Apache, on the other hand, was able to secure the drilling rights to Alpine High for a bargain price because the industry had several misconceptions about the region, including the view that it was a gas play and that it had too much clay. Apache, however, found it to not only be rich in oil and NGLs but that it did not have much clay at all. What that meant is that it was not only easy to frack, but also produced large volumes of higher-value hydrocarbons. Furthermore, oil and gas saturated the rocks in this region, with Apache's initial estimate that its acreage alone contains 75 trillion cubic feet of gas and 3 billion barrels of oil. That resource estimate, however, covers just two of the five distinct rock formations underlying its acreage position, with the company seeing significant oil potential in the other three formations as well.

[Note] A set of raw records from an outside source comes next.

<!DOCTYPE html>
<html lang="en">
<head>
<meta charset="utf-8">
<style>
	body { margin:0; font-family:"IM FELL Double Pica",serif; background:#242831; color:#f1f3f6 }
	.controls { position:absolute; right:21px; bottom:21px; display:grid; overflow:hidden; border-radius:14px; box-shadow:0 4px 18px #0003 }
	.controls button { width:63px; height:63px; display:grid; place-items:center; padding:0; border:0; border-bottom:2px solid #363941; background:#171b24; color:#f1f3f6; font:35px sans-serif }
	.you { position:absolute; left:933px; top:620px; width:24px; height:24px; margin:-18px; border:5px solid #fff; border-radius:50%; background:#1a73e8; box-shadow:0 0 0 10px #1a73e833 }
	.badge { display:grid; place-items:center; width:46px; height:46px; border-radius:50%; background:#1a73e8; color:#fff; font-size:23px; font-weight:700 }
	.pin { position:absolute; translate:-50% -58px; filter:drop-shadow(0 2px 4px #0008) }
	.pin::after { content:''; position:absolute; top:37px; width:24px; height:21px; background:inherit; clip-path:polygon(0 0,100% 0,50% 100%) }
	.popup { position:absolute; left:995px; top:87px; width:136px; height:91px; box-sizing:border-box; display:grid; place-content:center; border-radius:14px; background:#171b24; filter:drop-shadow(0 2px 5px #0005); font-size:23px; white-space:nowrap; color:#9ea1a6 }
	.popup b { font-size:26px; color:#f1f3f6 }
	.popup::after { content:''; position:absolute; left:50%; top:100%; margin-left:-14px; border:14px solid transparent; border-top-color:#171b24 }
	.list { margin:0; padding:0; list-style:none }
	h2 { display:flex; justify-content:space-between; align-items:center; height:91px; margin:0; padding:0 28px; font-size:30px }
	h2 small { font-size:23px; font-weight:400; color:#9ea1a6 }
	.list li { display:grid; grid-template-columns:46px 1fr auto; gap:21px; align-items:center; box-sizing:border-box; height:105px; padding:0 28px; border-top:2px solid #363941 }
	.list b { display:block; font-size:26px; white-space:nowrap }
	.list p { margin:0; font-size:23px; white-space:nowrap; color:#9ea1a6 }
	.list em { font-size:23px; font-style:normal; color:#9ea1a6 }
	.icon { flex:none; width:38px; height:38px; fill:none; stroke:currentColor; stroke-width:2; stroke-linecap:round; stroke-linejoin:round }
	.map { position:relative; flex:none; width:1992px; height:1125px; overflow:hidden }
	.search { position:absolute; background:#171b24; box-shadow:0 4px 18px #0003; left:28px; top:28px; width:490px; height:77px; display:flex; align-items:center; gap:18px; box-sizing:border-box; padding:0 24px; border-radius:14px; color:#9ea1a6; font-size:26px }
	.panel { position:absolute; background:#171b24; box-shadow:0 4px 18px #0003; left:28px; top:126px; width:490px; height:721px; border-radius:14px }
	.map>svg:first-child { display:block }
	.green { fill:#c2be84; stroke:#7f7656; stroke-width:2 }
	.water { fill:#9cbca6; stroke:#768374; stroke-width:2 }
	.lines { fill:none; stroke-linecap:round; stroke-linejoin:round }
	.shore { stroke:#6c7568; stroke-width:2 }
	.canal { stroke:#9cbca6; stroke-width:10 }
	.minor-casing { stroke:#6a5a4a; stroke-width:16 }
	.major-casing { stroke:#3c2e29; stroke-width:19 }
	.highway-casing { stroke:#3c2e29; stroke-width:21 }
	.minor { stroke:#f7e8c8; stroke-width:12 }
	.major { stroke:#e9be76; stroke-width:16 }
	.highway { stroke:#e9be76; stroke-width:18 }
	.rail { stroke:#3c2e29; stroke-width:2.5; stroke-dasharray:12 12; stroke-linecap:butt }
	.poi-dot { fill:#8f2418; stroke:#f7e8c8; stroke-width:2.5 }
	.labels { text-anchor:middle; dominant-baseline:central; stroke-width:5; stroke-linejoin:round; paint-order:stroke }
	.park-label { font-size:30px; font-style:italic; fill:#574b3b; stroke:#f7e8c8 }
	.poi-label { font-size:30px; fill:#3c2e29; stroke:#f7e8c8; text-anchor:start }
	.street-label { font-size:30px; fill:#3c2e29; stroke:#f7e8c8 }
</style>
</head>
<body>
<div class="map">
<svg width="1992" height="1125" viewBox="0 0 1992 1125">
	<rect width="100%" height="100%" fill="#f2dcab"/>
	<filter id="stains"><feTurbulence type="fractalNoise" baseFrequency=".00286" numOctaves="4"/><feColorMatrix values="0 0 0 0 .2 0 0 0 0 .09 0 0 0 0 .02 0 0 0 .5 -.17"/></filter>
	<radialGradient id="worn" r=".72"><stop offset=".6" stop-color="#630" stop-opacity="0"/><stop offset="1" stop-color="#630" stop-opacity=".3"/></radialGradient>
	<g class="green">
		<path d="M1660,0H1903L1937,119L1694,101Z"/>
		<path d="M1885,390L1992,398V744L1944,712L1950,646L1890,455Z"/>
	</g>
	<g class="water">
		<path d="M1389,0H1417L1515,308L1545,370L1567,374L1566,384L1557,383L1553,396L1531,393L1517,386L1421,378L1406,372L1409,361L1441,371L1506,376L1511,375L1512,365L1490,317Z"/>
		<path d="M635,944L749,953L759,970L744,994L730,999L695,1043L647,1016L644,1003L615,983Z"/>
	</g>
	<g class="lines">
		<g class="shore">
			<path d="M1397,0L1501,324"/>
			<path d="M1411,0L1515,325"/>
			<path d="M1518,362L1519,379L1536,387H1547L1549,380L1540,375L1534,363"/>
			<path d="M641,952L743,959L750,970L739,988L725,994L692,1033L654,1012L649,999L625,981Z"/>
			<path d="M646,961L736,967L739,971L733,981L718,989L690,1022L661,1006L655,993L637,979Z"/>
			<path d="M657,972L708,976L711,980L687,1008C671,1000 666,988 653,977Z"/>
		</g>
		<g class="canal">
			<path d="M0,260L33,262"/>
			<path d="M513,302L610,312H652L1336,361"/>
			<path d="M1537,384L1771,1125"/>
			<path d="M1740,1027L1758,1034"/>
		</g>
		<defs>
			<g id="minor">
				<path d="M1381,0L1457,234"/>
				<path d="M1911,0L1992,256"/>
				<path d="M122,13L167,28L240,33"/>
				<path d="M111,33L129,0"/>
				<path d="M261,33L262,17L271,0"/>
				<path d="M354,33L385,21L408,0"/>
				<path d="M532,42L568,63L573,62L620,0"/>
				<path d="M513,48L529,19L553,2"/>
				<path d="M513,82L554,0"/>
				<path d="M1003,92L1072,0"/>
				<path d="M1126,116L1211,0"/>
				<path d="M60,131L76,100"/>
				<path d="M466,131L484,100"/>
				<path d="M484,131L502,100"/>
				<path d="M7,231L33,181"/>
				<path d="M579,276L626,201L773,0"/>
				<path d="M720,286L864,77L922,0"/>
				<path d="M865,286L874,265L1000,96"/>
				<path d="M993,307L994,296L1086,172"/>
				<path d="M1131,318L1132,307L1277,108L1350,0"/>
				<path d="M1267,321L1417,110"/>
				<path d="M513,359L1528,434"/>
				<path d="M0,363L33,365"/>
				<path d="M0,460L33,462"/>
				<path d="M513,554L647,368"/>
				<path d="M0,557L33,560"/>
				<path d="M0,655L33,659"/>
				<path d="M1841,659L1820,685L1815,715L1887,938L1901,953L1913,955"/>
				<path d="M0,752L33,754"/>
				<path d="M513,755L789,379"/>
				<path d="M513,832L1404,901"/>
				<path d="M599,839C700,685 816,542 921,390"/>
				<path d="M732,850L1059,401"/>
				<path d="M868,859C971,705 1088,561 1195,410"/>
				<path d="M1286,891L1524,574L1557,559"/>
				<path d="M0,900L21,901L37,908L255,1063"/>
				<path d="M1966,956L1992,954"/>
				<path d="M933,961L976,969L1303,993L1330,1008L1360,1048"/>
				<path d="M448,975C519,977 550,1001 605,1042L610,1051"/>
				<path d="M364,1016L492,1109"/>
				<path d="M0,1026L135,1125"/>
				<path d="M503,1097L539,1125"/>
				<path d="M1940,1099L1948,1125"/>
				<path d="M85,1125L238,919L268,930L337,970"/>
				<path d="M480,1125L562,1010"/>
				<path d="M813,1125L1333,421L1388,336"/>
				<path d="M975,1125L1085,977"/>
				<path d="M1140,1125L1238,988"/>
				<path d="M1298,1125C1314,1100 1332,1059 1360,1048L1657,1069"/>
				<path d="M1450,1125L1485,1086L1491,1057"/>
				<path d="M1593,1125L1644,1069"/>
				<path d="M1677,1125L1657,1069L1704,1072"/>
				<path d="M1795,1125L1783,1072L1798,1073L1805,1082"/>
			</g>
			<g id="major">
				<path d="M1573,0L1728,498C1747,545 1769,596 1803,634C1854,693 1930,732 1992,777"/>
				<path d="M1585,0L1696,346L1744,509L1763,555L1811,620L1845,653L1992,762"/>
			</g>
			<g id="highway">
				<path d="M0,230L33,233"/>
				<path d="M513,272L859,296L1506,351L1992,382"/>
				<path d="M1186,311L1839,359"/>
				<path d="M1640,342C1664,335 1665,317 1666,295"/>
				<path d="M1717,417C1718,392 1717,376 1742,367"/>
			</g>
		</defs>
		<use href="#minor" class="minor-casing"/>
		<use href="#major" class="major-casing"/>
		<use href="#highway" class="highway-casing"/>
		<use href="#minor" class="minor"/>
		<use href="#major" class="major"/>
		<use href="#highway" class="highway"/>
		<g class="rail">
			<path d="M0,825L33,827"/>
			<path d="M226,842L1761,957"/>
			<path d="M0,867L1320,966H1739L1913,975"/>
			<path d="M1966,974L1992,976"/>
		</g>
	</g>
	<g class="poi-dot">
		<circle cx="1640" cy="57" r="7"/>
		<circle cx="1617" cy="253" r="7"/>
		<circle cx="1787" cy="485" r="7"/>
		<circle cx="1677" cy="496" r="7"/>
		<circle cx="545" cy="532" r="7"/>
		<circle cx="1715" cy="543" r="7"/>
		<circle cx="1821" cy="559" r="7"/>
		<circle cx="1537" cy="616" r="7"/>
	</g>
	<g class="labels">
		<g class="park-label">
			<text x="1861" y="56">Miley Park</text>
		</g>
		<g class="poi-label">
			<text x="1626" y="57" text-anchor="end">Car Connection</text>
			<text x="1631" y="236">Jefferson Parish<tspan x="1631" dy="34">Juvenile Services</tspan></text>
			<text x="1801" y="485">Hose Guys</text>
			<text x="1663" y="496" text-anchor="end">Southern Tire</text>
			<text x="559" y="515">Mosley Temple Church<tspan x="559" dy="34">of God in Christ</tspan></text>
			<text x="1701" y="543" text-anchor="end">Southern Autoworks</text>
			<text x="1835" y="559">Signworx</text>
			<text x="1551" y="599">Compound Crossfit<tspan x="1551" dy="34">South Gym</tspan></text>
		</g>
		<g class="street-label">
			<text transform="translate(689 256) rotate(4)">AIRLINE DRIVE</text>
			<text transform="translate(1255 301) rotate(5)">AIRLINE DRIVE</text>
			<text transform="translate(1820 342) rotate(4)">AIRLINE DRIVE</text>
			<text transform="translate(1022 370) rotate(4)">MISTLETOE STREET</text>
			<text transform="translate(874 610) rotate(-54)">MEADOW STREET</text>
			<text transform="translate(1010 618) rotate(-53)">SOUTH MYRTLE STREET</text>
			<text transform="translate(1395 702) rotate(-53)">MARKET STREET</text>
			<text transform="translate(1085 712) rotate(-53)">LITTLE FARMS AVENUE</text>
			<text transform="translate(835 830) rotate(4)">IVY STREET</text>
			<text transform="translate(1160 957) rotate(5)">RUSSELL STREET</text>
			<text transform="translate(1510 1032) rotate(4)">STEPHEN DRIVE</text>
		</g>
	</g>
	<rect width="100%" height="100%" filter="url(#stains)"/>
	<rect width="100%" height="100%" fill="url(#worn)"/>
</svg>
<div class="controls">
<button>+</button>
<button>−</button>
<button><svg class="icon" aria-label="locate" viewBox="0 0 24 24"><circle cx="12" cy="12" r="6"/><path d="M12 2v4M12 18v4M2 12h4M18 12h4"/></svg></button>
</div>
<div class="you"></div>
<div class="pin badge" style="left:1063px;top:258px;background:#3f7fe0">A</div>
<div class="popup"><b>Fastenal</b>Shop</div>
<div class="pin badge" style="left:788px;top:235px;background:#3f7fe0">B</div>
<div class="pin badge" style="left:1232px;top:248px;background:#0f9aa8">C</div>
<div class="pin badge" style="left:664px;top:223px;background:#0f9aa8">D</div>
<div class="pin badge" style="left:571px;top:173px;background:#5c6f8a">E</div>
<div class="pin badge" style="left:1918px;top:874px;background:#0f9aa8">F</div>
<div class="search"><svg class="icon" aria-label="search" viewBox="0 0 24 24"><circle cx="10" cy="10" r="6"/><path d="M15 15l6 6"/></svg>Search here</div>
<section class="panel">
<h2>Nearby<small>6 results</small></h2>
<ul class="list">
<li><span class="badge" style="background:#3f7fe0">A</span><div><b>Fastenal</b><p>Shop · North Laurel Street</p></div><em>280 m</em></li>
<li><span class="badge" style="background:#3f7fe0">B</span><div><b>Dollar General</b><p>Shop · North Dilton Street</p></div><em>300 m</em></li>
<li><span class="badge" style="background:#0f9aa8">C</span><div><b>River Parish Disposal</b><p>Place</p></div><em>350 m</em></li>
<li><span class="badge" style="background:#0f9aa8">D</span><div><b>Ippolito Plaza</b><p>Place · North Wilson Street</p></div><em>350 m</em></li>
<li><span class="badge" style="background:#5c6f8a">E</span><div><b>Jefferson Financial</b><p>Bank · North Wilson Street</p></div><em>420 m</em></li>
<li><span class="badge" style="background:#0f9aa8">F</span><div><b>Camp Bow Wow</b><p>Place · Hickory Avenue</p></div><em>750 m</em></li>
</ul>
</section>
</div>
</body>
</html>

Where does Apache go from here?
Now that the word is out on Alpine High's potential, Apache plans to accelerate the development of its acreage position right away. As such, it is increasing its 2016 capex budget by $200 million, raising it to $2 billion. The company plans to spend more than a quarter of that capex on the Alpine High play. Longer term, Apache estimates that it can drill between 2,000 to 3,000 future wells on its acreage just targeting two of the five formations, which is enough inventory to last it over 20 years. That said, it plans to continue testing the play to see if it can develop all five zones as well as to define the extent of the play, which could significantly extend the development time frame.
However, the company has one notable obstacle to overcome before it can unleash the full potential of the Alpine High, which is the lack of infrastructure in the region. Because of that, the company will spend 40% of its Alpine High capital on infrastructure this year, including installing temporary processing capacity. It plans to establish an Alpine High midstream enterprise to ensure it has the infrastructure it needs as well as to control the pace of the field's development. Because of that, it does not anticipate expanding to full-field development until 2018. Once that happens, the company has the potential to generate enormous production growth from Alpine High for years to come.
Apache proved that there's still plenty of potential oil discoveries for companies willing to take a calculated risk. While it took a lot of hard work and effort, the company now has a major growth driver that can create tremendous value for its investors in the years ahead. Best of all, Apache did not have to pay that much for the discovery, which puts it well ahead of its acquisitive peers that are bidding up acreage to secure their future growth.